* _Your objective_: Find the string "JSON" in the data, and copy out each line that has it.

Records for processing section start

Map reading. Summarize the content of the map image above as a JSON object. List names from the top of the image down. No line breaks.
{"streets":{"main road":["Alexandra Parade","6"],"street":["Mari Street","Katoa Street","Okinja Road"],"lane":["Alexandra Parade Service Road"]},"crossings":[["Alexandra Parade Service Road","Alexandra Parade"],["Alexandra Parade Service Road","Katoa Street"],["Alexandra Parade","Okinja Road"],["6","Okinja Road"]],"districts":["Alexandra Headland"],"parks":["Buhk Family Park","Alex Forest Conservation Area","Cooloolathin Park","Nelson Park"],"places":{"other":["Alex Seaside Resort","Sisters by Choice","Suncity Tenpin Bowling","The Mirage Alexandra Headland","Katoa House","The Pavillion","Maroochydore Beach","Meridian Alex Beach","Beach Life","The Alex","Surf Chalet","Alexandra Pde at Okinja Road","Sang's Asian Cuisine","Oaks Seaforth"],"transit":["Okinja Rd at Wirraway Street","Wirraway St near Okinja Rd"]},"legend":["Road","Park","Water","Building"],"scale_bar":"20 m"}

Records for processing section end
Records for processing section start

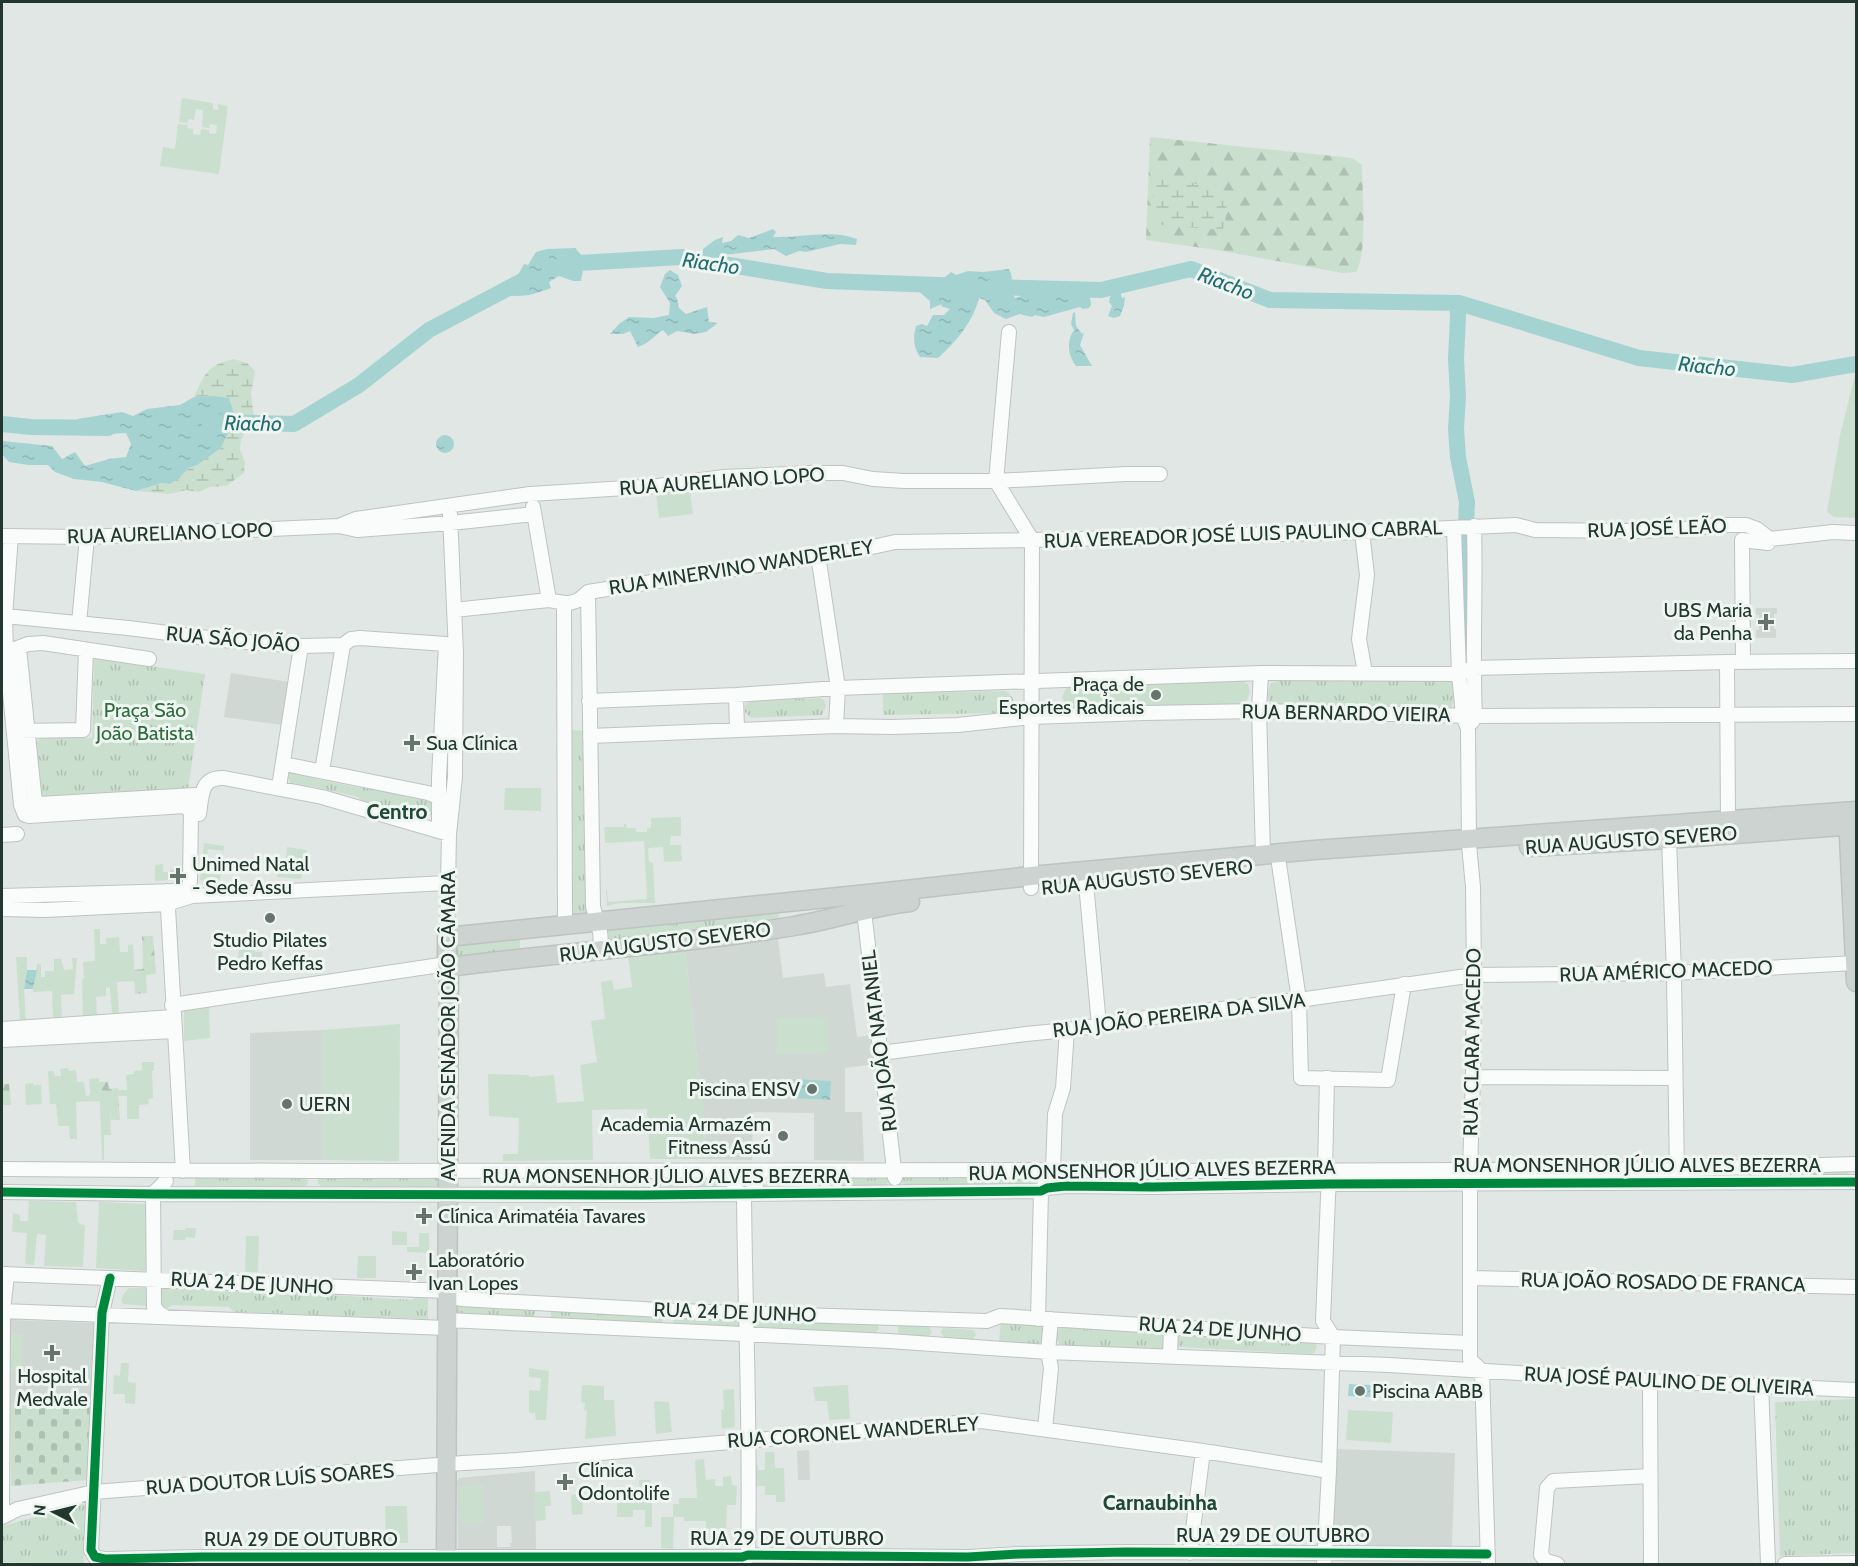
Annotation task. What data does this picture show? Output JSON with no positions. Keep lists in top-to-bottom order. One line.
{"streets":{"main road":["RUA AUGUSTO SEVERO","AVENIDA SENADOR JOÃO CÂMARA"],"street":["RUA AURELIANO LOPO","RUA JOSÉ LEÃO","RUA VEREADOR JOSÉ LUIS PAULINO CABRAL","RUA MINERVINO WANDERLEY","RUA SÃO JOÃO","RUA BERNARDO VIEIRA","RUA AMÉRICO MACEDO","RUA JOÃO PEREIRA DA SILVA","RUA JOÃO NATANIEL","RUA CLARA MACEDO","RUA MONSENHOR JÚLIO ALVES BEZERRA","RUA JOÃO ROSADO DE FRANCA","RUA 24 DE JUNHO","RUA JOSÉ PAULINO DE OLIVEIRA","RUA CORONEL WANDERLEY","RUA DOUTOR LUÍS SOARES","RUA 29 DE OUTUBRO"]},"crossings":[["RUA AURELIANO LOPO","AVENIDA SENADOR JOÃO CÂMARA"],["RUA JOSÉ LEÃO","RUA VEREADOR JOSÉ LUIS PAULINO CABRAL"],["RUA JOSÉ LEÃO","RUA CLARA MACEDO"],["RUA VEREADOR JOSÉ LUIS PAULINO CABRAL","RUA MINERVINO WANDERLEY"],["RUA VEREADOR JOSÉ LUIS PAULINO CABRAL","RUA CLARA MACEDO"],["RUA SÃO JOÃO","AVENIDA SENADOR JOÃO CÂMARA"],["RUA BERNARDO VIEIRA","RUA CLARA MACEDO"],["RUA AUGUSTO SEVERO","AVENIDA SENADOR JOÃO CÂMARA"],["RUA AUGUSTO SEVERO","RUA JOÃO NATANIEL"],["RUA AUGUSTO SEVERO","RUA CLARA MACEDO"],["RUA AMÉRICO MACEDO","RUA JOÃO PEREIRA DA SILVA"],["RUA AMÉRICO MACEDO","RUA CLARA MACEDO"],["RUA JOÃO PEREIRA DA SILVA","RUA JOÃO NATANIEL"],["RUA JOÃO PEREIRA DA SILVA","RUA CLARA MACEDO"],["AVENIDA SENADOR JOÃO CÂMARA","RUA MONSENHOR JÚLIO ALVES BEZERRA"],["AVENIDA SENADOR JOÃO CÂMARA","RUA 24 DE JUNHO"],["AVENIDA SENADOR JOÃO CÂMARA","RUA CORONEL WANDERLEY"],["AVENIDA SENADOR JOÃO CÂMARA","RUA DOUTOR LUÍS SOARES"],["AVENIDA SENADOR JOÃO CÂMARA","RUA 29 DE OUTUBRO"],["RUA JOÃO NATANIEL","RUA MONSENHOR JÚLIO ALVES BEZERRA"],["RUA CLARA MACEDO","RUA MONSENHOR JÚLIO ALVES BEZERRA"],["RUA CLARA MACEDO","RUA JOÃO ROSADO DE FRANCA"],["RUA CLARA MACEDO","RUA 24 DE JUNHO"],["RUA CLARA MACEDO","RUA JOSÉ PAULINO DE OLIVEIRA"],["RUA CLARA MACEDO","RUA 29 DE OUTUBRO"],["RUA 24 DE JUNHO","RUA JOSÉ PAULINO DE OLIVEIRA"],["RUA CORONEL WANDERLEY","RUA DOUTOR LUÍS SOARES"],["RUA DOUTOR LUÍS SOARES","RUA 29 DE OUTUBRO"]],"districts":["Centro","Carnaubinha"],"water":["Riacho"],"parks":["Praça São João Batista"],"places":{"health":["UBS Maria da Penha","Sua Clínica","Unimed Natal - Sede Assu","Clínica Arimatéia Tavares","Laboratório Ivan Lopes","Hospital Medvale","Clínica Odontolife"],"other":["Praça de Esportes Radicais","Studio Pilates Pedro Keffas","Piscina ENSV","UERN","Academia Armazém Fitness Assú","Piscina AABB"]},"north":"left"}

Records for processing section end

* _Your solution_:
Map reading. Summarize the content of the map image above as a JSON object. List names from the top of the image down. No line breaks.
Annotation task. What data does this picture show? Output JSON with no positions. Keep lists in top-to-bottom order. One line.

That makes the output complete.